Dielectric-barrier discharges (DBD) at atmospheric pressure are used at the Fraunhofer IST for treating or coating the PVC plastics in order to reduce plasticizer migration. Here the PVC substrates are positioned between high-voltage electrodes with dielectric barriers. In the gas space between the electrodes an AC voltage generates a dielectric-barrier discharge. Different effects can be achieved by selecting appropriate process gases. For example, if the process gas contains a film-forming precursor such as hexamethyldisiloxane, plasma polymer layers can be deposited in the process. On the other hand, other process gases such as pure argon generate very short-wave UV radiation, which has sufficient energy to break chemical bonds and thus can lead to a cross-linking of the polymers.
It was demonstrated at the Fraunhofer IST that the migration of plasticizers from plasticized PVC can be reduced by 95 percent by treatment in pure argon plasma.

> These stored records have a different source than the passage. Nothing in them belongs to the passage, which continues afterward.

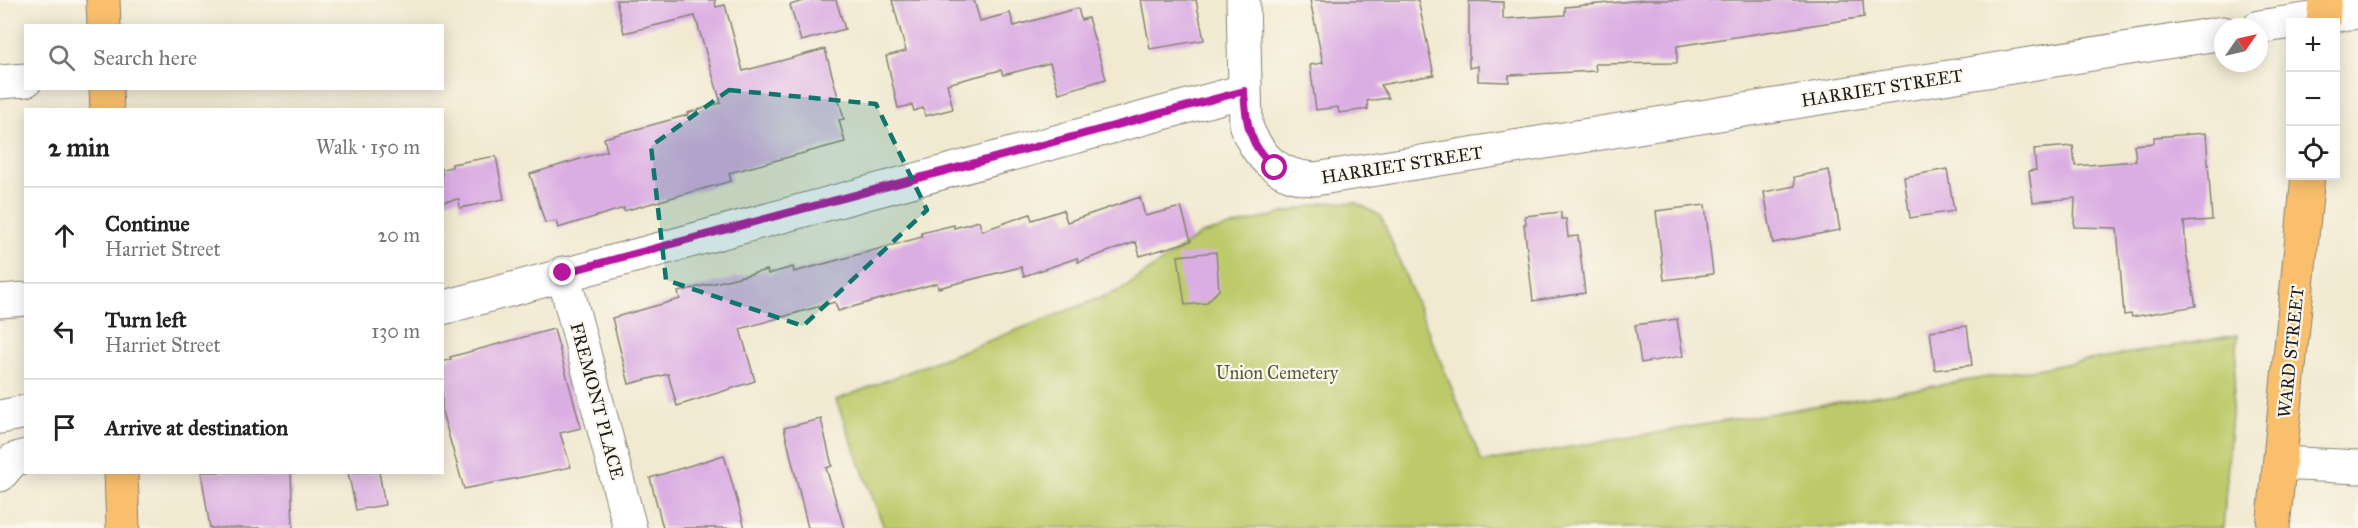 <!DOCTYPE html>
<html lang="en">
<head>
<meta charset="utf-8">
<style>
  body { margin:0; font-family:"IM FELL Great Primer",serif; background:#f2f2f2; color:#222 }
  .controls { position:absolute; right:18px; top:18px; display:grid; overflow:hidden; border-radius:0px; box-shadow:0 3px 15px #0003 }
  .controls button { width:54px; height:54px; display:grid; place-items:center; padding:0; border:0; border-bottom:2px solid #e0e0e0; background:#fff; color:#222; font:30px sans-serif }
  .compass { position:absolute; left:2214px; top:18px; width:54px; height:54px; border-radius:50%; background:#fff; box-shadow:0 3px 15px #0003; rotate:56deg }
  .stop { position:absolute; width:18px; height:18px; margin:-14px; border:4px solid #b5179e; border-radius:50%; background:#fff }
  .stop.end { background:#b5179e; border-color:#fff; box-shadow:0 2px 6px #0008 }
  .list { margin:0; padding:0; list-style:none }
  h2 { display:flex; justify-content:space-between; align-items:center; height:78px; margin:0; padding:0 24px; font-size:26px }
  h2 small { font-size:20px; font-weight:400; color:#767676 }
  .list li { display:grid; grid-template-columns:39px 1fr auto; gap:18px; align-items:center; box-sizing:border-box; height:96px; padding:0 24px; border-top:2px solid #e0e0e0 }
  .list b { display:block; font-size:22px; white-space:nowrap }
  .list p { margin:0; font-size:20px; white-space:nowrap; color:#767676 }
  .list em { font-size:20px; font-style:normal; color:#767676 }
  .icon { flex:none; width:33px; height:33px; fill:none; stroke:currentColor; stroke-width:2; stroke-linecap:round; stroke-linejoin:round }
  .map { position:relative; flex:none; width:2358px; height:528px; overflow:hidden }
  .search { position:absolute; background:#fff; box-shadow:0 3px 15px #0003; left:24px; top:24px; width:420px; height:66px; display:flex; align-items:center; gap:15px; box-sizing:border-box; padding:0 21px; border-radius:0px; color:#767676; font-size:22px }
  .panel { position:absolute; background:#fff; box-shadow:0 3px 15px #0003; left:24px; top:108px; width:420px; height:366px; border-radius:0px }
  .map>svg:first-child { display:block }
  .green { fill:#bdca6b; stroke:#6c7344; stroke-width:1.5 }
  .building { fill:#dbaee3 }
  .lines { fill:none; stroke-linecap:round; stroke-linejoin:round }
  .minor-casing { stroke:#868276; stroke-width:35 }
  .major-casing { stroke:#868276; stroke-width:35 }
  .minor { stroke:#fff; stroke-width:33 }
  .major { stroke:#f9bf6d; stroke-width:33 }
  .route { stroke:#b5179e; stroke-width:8 }
  .marked { fill:#0f766e; fill-opacity:0.2; stroke:#0f766e; stroke-width:4.5; stroke-dasharray:12 8; stroke-linejoin:round }
  .labels { text-anchor:middle; dominant-baseline:central; stroke-width:4.5; stroke-linejoin:round; paint-order:stroke }
  .street-label { font-size:18px; fill:#1c1c1c; stroke:#fbf7ec }
  .park-label { font-size:18px; fill:#545938; stroke:#fbf7ec }
</style>
</head>
<body>
<div class="map">
<svg width="2358" height="528" viewBox="0 0 2358 528">
  <rect width="100%" height="100%" fill="#fbf7ec"/>
  <filter id="ink" filterUnits="userSpaceOnUse"><feTurbulence type="fractalNoise" baseFrequency=".0167" numOctaves="2"/><feDisplacementMap in="SourceGraphic" scale="12" xChannelSelector="R" yChannelSelector="G"/><feConvolveMatrix kernelMatrix="1 2 1 2 8 2 1 2 1" color-interpolation-filters="sRGB"/></filter>
  <filter id="wash" filterUnits="userSpaceOnUse"><feTurbulence type="fractalNoise" baseFrequency=".008" numOctaves="4" result="noise"/><feDisplacementMap in="SourceGraphic" scale="24" xChannelSelector="R" yChannelSelector="G"/><feGaussianBlur stdDeviation="1.35" result="paint"/><feColorMatrix in="noise" values="0 0 0 0 0 0 0 0 0 0 0 0 0 0 0 0 0 1.4 0 .05"/><feComposite in="paint" operator="in"/></filter>
  <g filter="url(#wash)">
    <rect width="100%" height="100%" fill="#f1e9d0"/>
    <polygon class="green" points="1327,202 1357,203 1381,216 1482,462 2238,335 2223,528 884,528 836,400 1123,289 1201,234"/>
    <g id="blocks">
      <g class="building">
        <polygon points="616,0 715,0 716,7 725,5 743,71 825,49 844,119 839,120 845,142 729,173 731,181 624,211 624,208 558,228 556,221 545,223 530,174 607,151 604,138 688,115 687,113 721,103 695,16 624,33"/>
        <polygon points="807,0 836,0 845,29 801,41 790,5"/>
        <polygon points="892,0 974,0 980,21 1010,13 1014,26 1078,8 1081,20 1088,18 1106,79 1059,93 1050,63 1003,75 1001,70 947,84 953,109 925,116 923,108 914,111 912,105 898,108 886,56 906,51"/>
        <polygon points="1141,0 1196,0 1204,40 1150,49"/>
        <polygon points="1310,0 1418,0 1434,75 1380,85 1389,98 1367,101 1368,109 1339,113 1338,107 1316,110 1310,65 1323,63"/>
        <polygon points="1644,0 1863,0 1864,17 1677,46 1677,63 1595,64 1596,71 1509,75 1509,82 1478,81 1478,66 1469,68 1469,1 1503,2 1503,19 1565,15 1565,7"/>
        <polygon points="2206,133 2212,220 2184,222 2186,252 2196,306 2132,317 2131,314 2124,315 2117,228 2074,227 2075,198 2033,202 2029,171 2036,170 2034,149 2073,146 2075,166 2136,161 2134,145 2154,143 2154,137"/>
        <polygon points="496,156 504,199 460,208 459,199 442,202 442,169 452,167 452,164"/>
        <polygon points="1947,169 1954,211 1910,218 1904,177"/>
        <polygon points="1829,170 1840,230 1773,243 1764,192 1795,186 1794,177"/>
        <polygon points="1140,197 1145,216 1181,207 1191,241 1140,256 1136,242 1078,262 1077,258 1024,276 1021,267 938,288 937,283 838,311 835,302 740,329 755,381 677,406 668,374 629,384 612,318 680,299 678,292 767,270 768,274 793,267 794,272 922,237 921,233 954,225 954,228 979,221 982,231 1030,214 1032,220 1063,210 1067,222"/>
        <polygon points="1705,205 1713,274 1664,280 1656,211"/>
        <polygon points="1561,212 1561,219 1566,219 1568,237 1578,236 1585,293 1533,301 1524,224 1526,224 1525,216"/>
        <polygon points="1216,252 1219,290 1206,303 1185,305 1178,256"/>
        <polygon points="1677,319 1683,356 1641,363 1635,325"/>
        <polygon points="1967,326 1972,365 1935,370 1930,331"/>
        <polygon points="554,329 581,428 560,433 571,467 464,489 442,412 442,362 451,359 450,357"/>
        <polygon points="821,419 832,466 826,468 844,528 808,528 784,428"/>
        <polygon points="724,455 745,528 663,528 650,478"/>
        <polygon points="201,472 291,472 293,528 210,528"/>
        <polygon points="348,472 379,472 385,505 356,510"/>
      </g>
    </g>
  </g>
  <g filter="url(#ink)">
    <use href="#blocks" fill-opacity="0" stroke="#868276" stroke-width="1.5"/>
    <g class="lines">
      <g class="minor-casing">
        <g id="minor">
          <path d="M1243 0 1246 126C1259 159 1279 177 1315 179L2223 33"/>
          <polyline points="2259,27 2358,12"/>
          <polyline points="0,82 26,80"/>
          <polyline points="563,273 630,528"/>
          <polyline points="0,301 26,299"/>
          <polyline points="442,308 1244,91"/>
          <polyline points="0,417 26,412"/>
          <polyline points="2280,463 2358,467"/>
          <polyline points="0,475 13,460 26,456"/>
        </g>
      </g>
      <g class="major-casing">
        <g id="major">
          <polyline points="103,0 104,26"/>
          <polyline points="2323,22 2325,0"/>
          <polyline points="106,88 107,110"/>
          <polyline points="121,472 123,528"/>
          <polyline points="2273,528 2308,176"/>
        </g>
      </g>
      <use href="#minor" class="minor"/>
      <use href="#major" class="major"/>
    </g>
  </g>
  <g class="lines" filter="url(#ink)">
    <path class="route" d="M563 273 1244 91C1246 123 1249 146 1275 168"/>
  </g>
  <path class="marked" d="M729 90 876 104 927 210 803 326 666 280 651 146Z"/>
  <g class="labels">
    <g class="street-label">
      <text transform="translate(1882 88) rotate(-9)">HARRIET STREET</text>
      <text transform="translate(1402 165) rotate(-9)">HARRIET STREET</text>
      <text transform="translate(2291 352) rotate(-84)">WARD STREET</text>
      <text transform="translate(597 401) rotate(75)">FREMONT PLACE</text>
    </g>
    <g class="park-label">
      <text x="1277" y="373">Union Cemetery</text>
    </g>
  </g>
</svg>
<div class="controls">
<button>+</button>
<button>−</button>
<button><svg class="icon" aria-label="locate" viewBox="0 0 24 24"><circle cx="12" cy="12" r="6"/><path d="M12 2v4M12 18v4M2 12h4M18 12h4"/></svg></button>
</div>
<svg class="compass" viewBox="-18 -18 36 36"><path d="M0-13l5 13h-10z" fill="#e53935"/><path d="M0 13l5-13h-10z" fill="#767676"/></svg>
<div class="stop" style="left:1275px;top:168px"></div>
<div class="stop end" style="left:563px;top:273px"></div>
<div class="search"><svg class="icon" aria-label="search" viewBox="0 0 24 24"><circle cx="10" cy="10" r="6"/><path d="M15 15l6 6"/></svg>Search here</div>
<section class="panel">
<h2>2 min<small>Walk · 150 m</small></h2>
<ul class="list">
<li><svg class="icon" aria-label="ahead" viewBox="0 0 24 24"><path d="M12 20V5M6 11l6-6 6 6"/></svg><div><b>Continue</b><p>Harriet Street</p></div><em>20 m</em></li>
<li><svg class="icon" aria-label="left" viewBox="0 0 24 24"><path d="M17 20v-9H6M10 6l-5 5 5 5"/></svg><div><b>Turn left</b><p>Harriet Street</p></div><em>130 m</em></li>
<li><svg class="icon" aria-label="arrive" viewBox="0 0 24 24"><path d="M6 21V4h12l-3 4 3 4H6"/></svg><div><b>Arrive at destination</b></div></li>
</ul>
</section>
</div>
</body>
</html>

Current knowledge attributes this effect to the plastic being cross-linked by the very short-wave UV radiation of the argon plasma. It was also demonstrated that the treatment is stable in the long term and depends on the purity of the process gas. In addition to the treatment of flat film material, processes have been developed which allow even the interior surfaces of tubes and blood bags to be successfully modified and coated.
Dielectric-barrier discharges are regarded in industry as a cost-effective way of treating plastic film before printing, gluing or painting. For this reason, current research is being conducted into the modification of film webs and the associated effects of further processing steps for medical products such as welding or gluing. In addition, various combinations of different processes are being tested with a view to reducing migration further. Future research will also look at whether results can be transferred to other polymers and the migration of other ingredients.